Traces of an avian flu virus, which has killed at least 18 people and millions of chickens across Asia, has been found in the nostrils of pigs near Hanoi. This could be a dangerous development, there is no indication yet that the pigs have actually been infected with the disease.
A United Nations scientists said Friday that the bird flu virus, spreading rapidly through poultry flocks in Asia -- has also been detected in the nostrils of two pigs.
The virus, a strain known as H5N1, has killed at least 13 people in Vietnam and five in Thailand. Health experts say most if not all of the victims caught the bird flu from handling live chickens, and it does not spread easily between people.
But news that the virus is present in pigs has alarmed flu experts, because pigs can provide a mixing place for animal and human viruses. The World Health Organization has warned that if the disease picks up human flu traits, the new strain could be passed from person to person, potentially causing a global pandemic.
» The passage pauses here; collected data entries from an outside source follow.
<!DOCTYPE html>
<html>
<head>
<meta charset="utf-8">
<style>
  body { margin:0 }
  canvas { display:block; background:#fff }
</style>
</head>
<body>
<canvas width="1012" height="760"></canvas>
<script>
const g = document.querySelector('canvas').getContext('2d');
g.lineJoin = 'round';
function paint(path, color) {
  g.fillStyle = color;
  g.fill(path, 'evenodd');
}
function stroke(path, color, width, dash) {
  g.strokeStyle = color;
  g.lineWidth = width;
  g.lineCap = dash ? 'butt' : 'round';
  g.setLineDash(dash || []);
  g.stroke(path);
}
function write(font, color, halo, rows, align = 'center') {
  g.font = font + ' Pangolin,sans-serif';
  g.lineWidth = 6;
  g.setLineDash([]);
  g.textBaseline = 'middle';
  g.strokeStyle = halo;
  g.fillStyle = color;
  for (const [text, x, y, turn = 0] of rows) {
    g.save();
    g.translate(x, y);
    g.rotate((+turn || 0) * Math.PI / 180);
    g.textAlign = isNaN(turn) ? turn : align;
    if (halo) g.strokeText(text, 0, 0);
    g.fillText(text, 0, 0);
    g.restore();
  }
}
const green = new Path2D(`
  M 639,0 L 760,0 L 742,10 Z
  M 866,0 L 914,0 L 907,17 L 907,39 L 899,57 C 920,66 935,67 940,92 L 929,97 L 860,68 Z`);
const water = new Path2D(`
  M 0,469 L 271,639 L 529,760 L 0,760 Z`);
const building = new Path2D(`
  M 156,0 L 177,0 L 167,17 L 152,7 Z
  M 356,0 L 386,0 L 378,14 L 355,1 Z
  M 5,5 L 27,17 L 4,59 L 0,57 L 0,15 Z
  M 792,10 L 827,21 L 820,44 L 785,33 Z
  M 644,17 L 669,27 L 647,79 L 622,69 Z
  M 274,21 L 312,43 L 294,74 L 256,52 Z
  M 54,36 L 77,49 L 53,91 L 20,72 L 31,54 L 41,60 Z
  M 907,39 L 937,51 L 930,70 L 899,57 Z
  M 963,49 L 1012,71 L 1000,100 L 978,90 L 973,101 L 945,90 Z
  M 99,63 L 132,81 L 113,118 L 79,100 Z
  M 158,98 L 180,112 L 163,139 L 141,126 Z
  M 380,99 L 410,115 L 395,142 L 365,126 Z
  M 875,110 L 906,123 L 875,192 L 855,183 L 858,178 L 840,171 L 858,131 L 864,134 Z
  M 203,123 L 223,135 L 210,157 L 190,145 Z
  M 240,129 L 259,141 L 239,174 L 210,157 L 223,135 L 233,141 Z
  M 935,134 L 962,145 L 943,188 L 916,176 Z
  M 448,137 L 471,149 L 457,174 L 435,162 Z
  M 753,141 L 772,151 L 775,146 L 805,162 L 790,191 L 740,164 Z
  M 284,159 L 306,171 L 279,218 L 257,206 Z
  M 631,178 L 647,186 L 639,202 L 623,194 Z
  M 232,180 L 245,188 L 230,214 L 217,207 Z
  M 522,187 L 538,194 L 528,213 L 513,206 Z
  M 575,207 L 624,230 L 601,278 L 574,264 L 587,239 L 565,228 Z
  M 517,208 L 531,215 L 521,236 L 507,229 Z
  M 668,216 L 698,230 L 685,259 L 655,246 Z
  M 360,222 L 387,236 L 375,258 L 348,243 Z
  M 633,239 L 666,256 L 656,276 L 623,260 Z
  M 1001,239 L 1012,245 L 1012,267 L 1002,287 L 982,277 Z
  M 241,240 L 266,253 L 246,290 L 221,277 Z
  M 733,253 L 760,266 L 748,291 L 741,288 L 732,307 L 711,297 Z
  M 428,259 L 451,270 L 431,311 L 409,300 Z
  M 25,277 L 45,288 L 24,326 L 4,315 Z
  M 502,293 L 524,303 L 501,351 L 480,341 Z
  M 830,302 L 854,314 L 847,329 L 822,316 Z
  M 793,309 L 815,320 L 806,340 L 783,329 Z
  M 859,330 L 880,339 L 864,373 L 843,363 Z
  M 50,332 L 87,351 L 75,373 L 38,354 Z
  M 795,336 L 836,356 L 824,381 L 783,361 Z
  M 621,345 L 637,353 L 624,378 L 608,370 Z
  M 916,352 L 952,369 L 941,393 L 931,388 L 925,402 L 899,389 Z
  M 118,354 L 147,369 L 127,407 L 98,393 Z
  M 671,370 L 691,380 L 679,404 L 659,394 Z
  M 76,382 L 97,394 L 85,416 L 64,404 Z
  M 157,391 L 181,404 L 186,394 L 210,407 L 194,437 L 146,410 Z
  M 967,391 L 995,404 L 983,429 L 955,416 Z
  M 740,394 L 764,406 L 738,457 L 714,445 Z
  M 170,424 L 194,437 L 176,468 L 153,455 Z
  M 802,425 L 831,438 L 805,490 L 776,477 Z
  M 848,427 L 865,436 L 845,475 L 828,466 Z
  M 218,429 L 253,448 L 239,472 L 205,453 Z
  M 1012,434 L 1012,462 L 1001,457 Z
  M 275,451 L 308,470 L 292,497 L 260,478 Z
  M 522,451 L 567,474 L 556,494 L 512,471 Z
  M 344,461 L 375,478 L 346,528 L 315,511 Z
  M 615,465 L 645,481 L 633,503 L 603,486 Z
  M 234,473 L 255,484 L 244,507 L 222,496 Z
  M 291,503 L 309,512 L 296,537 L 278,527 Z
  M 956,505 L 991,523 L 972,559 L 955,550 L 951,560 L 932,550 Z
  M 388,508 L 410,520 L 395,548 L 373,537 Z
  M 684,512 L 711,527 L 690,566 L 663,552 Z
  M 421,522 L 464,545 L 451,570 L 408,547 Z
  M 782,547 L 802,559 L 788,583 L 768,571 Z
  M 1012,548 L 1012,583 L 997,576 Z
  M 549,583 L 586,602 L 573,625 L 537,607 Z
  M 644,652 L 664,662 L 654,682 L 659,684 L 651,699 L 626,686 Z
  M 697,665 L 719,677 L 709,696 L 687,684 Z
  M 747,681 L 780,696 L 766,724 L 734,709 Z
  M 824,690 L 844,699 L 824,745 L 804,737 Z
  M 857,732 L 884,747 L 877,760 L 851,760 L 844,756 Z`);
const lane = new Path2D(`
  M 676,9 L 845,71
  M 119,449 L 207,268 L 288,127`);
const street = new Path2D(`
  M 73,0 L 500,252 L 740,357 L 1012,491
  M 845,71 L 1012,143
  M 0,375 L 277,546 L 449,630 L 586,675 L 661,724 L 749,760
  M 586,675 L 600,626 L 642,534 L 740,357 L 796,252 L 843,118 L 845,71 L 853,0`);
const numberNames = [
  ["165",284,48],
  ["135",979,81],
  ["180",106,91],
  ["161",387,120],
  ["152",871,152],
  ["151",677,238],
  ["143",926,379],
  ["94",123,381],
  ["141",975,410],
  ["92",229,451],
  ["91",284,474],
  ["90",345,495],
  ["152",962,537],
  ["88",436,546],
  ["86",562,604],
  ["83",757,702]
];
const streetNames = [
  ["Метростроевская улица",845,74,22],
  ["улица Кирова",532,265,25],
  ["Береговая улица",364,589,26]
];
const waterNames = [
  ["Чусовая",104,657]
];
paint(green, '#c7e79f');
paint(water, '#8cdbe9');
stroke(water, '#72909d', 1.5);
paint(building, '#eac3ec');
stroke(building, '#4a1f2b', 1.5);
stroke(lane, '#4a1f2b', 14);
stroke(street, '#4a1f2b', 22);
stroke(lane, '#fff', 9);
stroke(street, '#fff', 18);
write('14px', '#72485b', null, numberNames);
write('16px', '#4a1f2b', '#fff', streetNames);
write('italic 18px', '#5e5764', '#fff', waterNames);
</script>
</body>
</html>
However, Dr. Anton Rychener, who is currently running the Food and Agriculture Organization office in Vietnam, says the virus was only found inside the snouts of two pigs.
"Nasal swabs of pigs came back positive," he said. "[The] pigs...are on farms that are infected."
Chickens infected with bird flu shed high concentrations of the virus in their feces. When the waste dries out it can travel as dust and infect other birds -- and perhaps other animals as well.
Dr. Rychener says the pigs might have inhaled the virus-filled dust, but are not necessarily infected with the disease.
He says blood samples have been taken from the pigs, and are now being examined for signs of infection.
Tens of millions of chickens have either died or been slaughtered in mass culls aimed at containing the disease.
WHO experts have said human cases might have gone undetected in some countries, especially China and Indonesia, where authorities were slow to confirm outbreaks.